Das heißt, der Staat hat in Abstimmung mit den autonomen und insularen Regierungen die Einwanderungsströme von Personen, Kapital und der für den Verbrauch von Unternehmen, Einwohnern und Touristen notwendigen Energie kontrolliert, gefördert und angeregt. Die Autonome Gemeinschaft ihrerseits hat die große Flut, die sie fast nie hinterfragt hat, geordnet oder versucht zu ordnen. Mit diesen gleichzeitigen und widersprüchlichen Politiken ist die territoriale Spannung tatsächlich programmiert, und wie die Parole bei der letzten Demonstration lautet: „Mallorca, am Limit“. Die Gewalt der Demonstration vom 26. Juli, über die franquistischen Ticks der Polizei hinaus, ist der deutlichste Beweis dafür, dass wir das Territorium bereits überlastet haben und das Limit erreicht haben. Wenn der Topf kocht und der Deckel fest verschlossen bleibt, explodiert er früher oder später.

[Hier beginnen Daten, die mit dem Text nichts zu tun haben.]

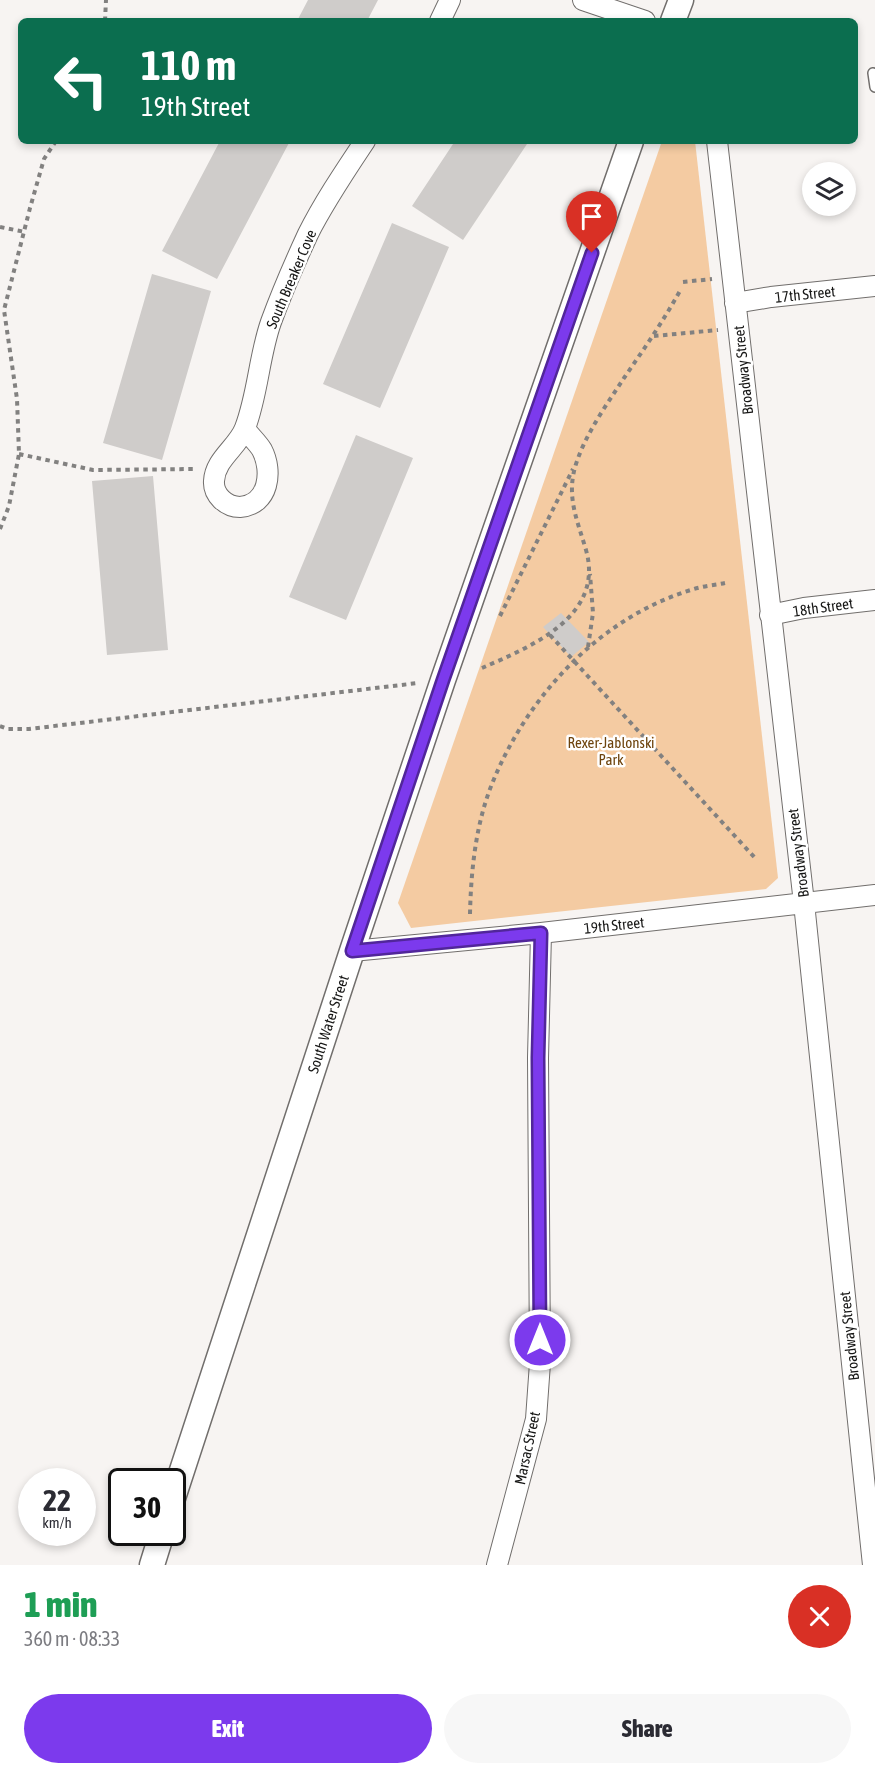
<!DOCTYPE html>
<html lang="en">
<head>
<meta charset="utf-8">
<style>
	:root { --surface:#fff; --page:#f7f7f7; --text:#2b2b33; --muted:#7c7c81; --accent:#7c3aed }
	body { margin:0; font-family:"Asap Condensed",sans-serif; background:var(--page); color:var(--text); height:100vh; display:flex; flex-direction:column; font-size:22px; white-space:nowrap }
	* { box-sizing:border-box; margin:0 }
	p { font-size:20px; color:var(--muted) }
	.icon { flex:none; width:33px; height:33px; fill:none; stroke:currentColor; stroke-width:2; stroke-linecap:round; stroke-linejoin:round }
	.map { position:relative; height:1565px; overflow:hidden }
	.panel { display:flex; flex-direction:column; background:var(--surface); flex:1 }
	.panel>* { flex:none }
	.guide { position:absolute; left:18px; top:18px; width:840px; height:126px; border-radius:9px; box-shadow:0 3px 9px #0003; background:#0b6e4f; color:#fff; overflow:hidden }
	.fabs { position:absolute; left:802px; top:162px; display:grid; gap:12px }
	.fabs a { display:grid; place-items:center; width:54px; height:54px; border-radius:50%; background:var(--surface); box-shadow:0 3px 9px #0003; font-size:30px }
	.speed { position:absolute; left:18px; top:1468px; display:flex; gap:12px; font-size:30px; font-weight:700; text-align:center }
	.speed>* { display:grid; place-content:center; width:78px; height:78px; border-radius:50%; background:var(--surface); box-shadow:0 3px 9px #0003; line-height:1 }
	.speed small { font-size:15px; font-weight:400 }
	.speed .limit { border:3px solid #111; border-radius:9px; background:#fff; color:#111 }
	.pin { position:absolute; display:grid; place-items:center; width:51px; height:51px; color:#fff; margin:-62px -26px; border-radius:50% 50% 50% 0; rotate:-45deg; box-shadow:0 0 6px #0007 }
	.pin .icon { rotate:45deg }
	.me { position:absolute; width:66px; margin:-33px; rotate:0deg; stroke-linejoin:round; filter:drop-shadow(0 0 4px #0008) }
	.turn { display:flex; align-items:center; gap:21px; height:126px; padding:0 24px; font-size:27px }
	.turn .icon { width:78px; height:78px; stroke-width:2.5 }
	.turn b { display:block; font-size:42px; line-height:51px }
	.round { display:grid; place-items:center; flex:none; width:63px; height:63px; border-radius:32px; background:var(--page) }
	.summary { display:flex; align-items:center; justify-content:space-between; height:102px; padding:0 24px }
	h1 { font-size:36px; font-weight:800; line-height:45px; color:#1e9e55 }
	.action { display:flex; gap:12px; margin-top:auto; padding:12px 24px }
	.action a { flex:1; height:69px; border-radius:36px; background:var(--accent); color:#fff; font-size:24px; font-weight:800; line-height:69px; text-align:center }
	.action a+a { background:var(--page); color:var(--text) }
	.map>svg:first-child { display:block }
	.green { fill:#f4cba2 }
	.building { fill:#cfccca }
	.lines { fill:none; stroke-linecap:round; stroke-linejoin:round }
	.service-casing { stroke:#716e6c; stroke-width:12 }
	.minor-casing { stroke:#716e6c; stroke-width:22 }
	.tertiary-casing { stroke:#716e6c; stroke-width:27 }
	.path { stroke:#828180; stroke-width:4; stroke-dasharray:4.5 4.5; stroke-linecap:butt }
	.service { stroke:#fff; stroke-width:9 }
	.minor { stroke:#fff; stroke-width:20 }
	.tertiary { stroke:#fff; stroke-width:24 }
	.route-casing { stroke:#51269a; stroke-width:15 }
	.route { stroke:#7c3aed; stroke-width:10 }
	.labels { text-anchor:middle; dominant-baseline:central; stroke-width:5; stroke-linejoin:round; paint-order:stroke }
	.street-label { font-size:15px; fill:#171716; stroke:#fff }
	.park-label { font-size:15px; fill:#6d430c; stroke:#fff }
</style>
</head>
<body>
<div class="map">
<svg width="875" height="1565" viewBox="0 0 875 1565">
	<rect width="100%" height="100%" fill="#f7f4f2"/>
	<!-- green -->
	<path class="green" d="M662,141H695L778,878L766,889L411,928L398,903Z"/>
	<!-- building -->
	<path class="building" d="M308,0H378L367,21H297Z
		M220,141H290L217,279L162,251Z
		M455,141H529L463,240L412,206Z
		M392,223L449,247L380,408L323,384Z
		M152,274L211,291L162,460L103,443Z
		M356,435L413,458L346,620L289,597Z
		M153,476L168,650L107,655L92,481Z
		M561,613L589,642L571,657L543,627Z"/>
	<g class="lines">
		<defs>
			<path id="service" d="M873,73L875,87"/>
			<path id="minor" d="M583,0L645,21
				M440,21L450,0
				M717,141L804,903L873,1565
				M735,303L771,297L875,286
				M245,429C250,436 258,443 262,450C273,471 269,505 240,507C226,507 213,495 214,481C215,459 238,447 245,428C258,394 259,356 271,322C282,292 295,262 308,234C324,202 345,171 365,141
				M770,615L804,608L875,600
				M352,951L541,933L875,895
				M497,1565L536,1419L540,1363L538,1058L541,933"/>
			<path id="tertiary" d="M673,21L681,0
				M172,1501L352,951L443,680L631,141
				M152,1565L162,1533"/>
		</defs>
		<!-- service casing -->
		<use href="#service" class="service-casing"/>
		<!-- minor casing -->
		<use href="#minor" class="minor-casing"/>
		<!-- tertiary casing -->
		<use href="#tertiary" class="tertiary-casing"/>
		<!-- path -->
		<path class="path" d="M105,21L106,0
			M0,227L25,232
			M683,282L712,279
			M654,336L718,330
			M19,454L93,470L196,469
			M0,529L9,506L19,454L17,399L4,310L30,208L44,159L56,141
			M500,616L573,469
			M550,635L756,859
			M588,647L593,613L590,574
			M482,668C530,647 605,617 586,550C577,519 565,495 577,461C587,432 607,404 624,378C644,349 664,320 681,289
			M0,726L8,729H29L418,683
			M470,914C471,869 476,821 494,779C530,693 602,616 694,589C704,586 715,585 725,583"/>
		<!-- service -->
		<use href="#service" class="service"/>
		<!-- minor -->
		<use href="#minor" class="minor"/>
		<!-- tertiary -->
		<use href="#tertiary" class="tertiary"/>
	</g>
	<g class="lines">
		<defs>
			<path id="route" d="M540,1340L538,1058L541,933L352,951L443,680L592,253"/>
		</defs>
		<!-- route casing -->
		<use href="#route" class="route-casing"/>
		<!-- route -->
		<use href="#route" class="route"/>
	</g>
	<g class="labels">
		<!-- street labels -->
		<g class="street-label">
			<text transform="translate(291 279) rotate(-67)">South Breaker Cove</text>
			<text transform="translate(805 294) rotate(-6)">17th Street</text>
			<text transform="translate(743 370) rotate(-96)">Broadway Street</text>
			<text transform="translate(823 607) rotate(-8)">18th Street</text>
			<text transform="translate(798 853) rotate(-97)">Broadway Street</text>
			<text transform="translate(614 925) rotate(-6)">19th Street</text>
			<text transform="translate(328 1024) rotate(-72)">South Water Street</text>
			<text transform="translate(849 1336) rotate(-96)">Broadway Street</text>
			<text transform="translate(527 1448) rotate(-78)">Marsac Street</text>
		</g>
		<!-- park labels -->
		<g class="park-label">
			<text x="611" y="742">Rexer-Jablonski<tspan x="611" dy="17">Park</tspan></text>
		</g>
	</g>
</svg>
<div class="fabs">
<a><svg class="icon" aria-label="layers" viewBox="0 0 24 24"><path d="M12 4l9 5-9 5-9-5zM3 14l9 5 9-5"/></svg></a>
</div>
<div class="speed"><div>22<small>km/h</small></div><div class="limit">30</div></div>
<div class="pin" style="left:592px;top:253px;background:#d93025"><svg class="icon" aria-label="arrive" viewBox="0 0 24 24"><path d="M6 21V4h12l-3 4 3 4H6"/></svg></div>
<svg class="me" style="left:540px;top:1340px" viewBox="-20 -20 40 40"><circle r="17" fill="#7c3aed" stroke="#fff" stroke-width="3"/><path d="M0-11L8 9 0 5-8 9z" fill="#fff"/></svg>
<div class="guide">
<div class="turn"><svg class="icon" aria-label="left" viewBox="0 0 24 24"><path d="M17 20v-9H6M10 6l-5 5 5 5"/></svg><div><b>110 m</b>19th Street</div></div>
</div>
</div>
<section class="panel">
<div class="summary"><div><h1>1 min</h1><p>360 m · 08:33</p></div><a class="round" style="background:#d93025;color:#fff"><svg class="icon" aria-label="close" viewBox="0 0 24 24"><path d="M6 6l12 12M18 6L6 18"/></svg></a></div>
<div class="action"><a>Exit</a><a>Share</a></div>
</section>
</body>
</html>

Befürworter der unternehmerischen Freiheit, der „Freiheit der Wölfe“, werden sagen: „Dann muss der Topf aufgedeckt werden, damit er nicht explodiert“, was übersetzt bedeutet, die LEN, die DOT und was auch immer nötig ist, abzuschaffen, die Geschichte des städtebaulichen Schutzes, der in Trenc eingeweiht wurde, neu zu schreiben. Nun, nein, hier müssen wir uns vor klassistischen Politiken, Gentrifizierung und den Investitionsströmen schützen, die uns überfluten: den Tourismus einschränken, die Kauf- und Mietpreise von Wohnungen begrenzen, nicht mehr in Flughafenerweiterungen investieren und die jährliche Kapazität der Flugbewegungen deckeln, keine Autos mehr zulassen, neue Investitionen einschränken und bedingen, Großvermieter steuerlich belasten, die Ferienvermietung reduzieren und begrenzen... Übersetzt: Das Territorium entlasten und auf nachhaltige Schrumpfung setzen und den Oxymoron des nachhaltigen Wachstums endgültig aufgeben; das Feuer des Topfes reduzieren, damit er langsam köchelt und jeder den Duft eines guten Essens genießen kann.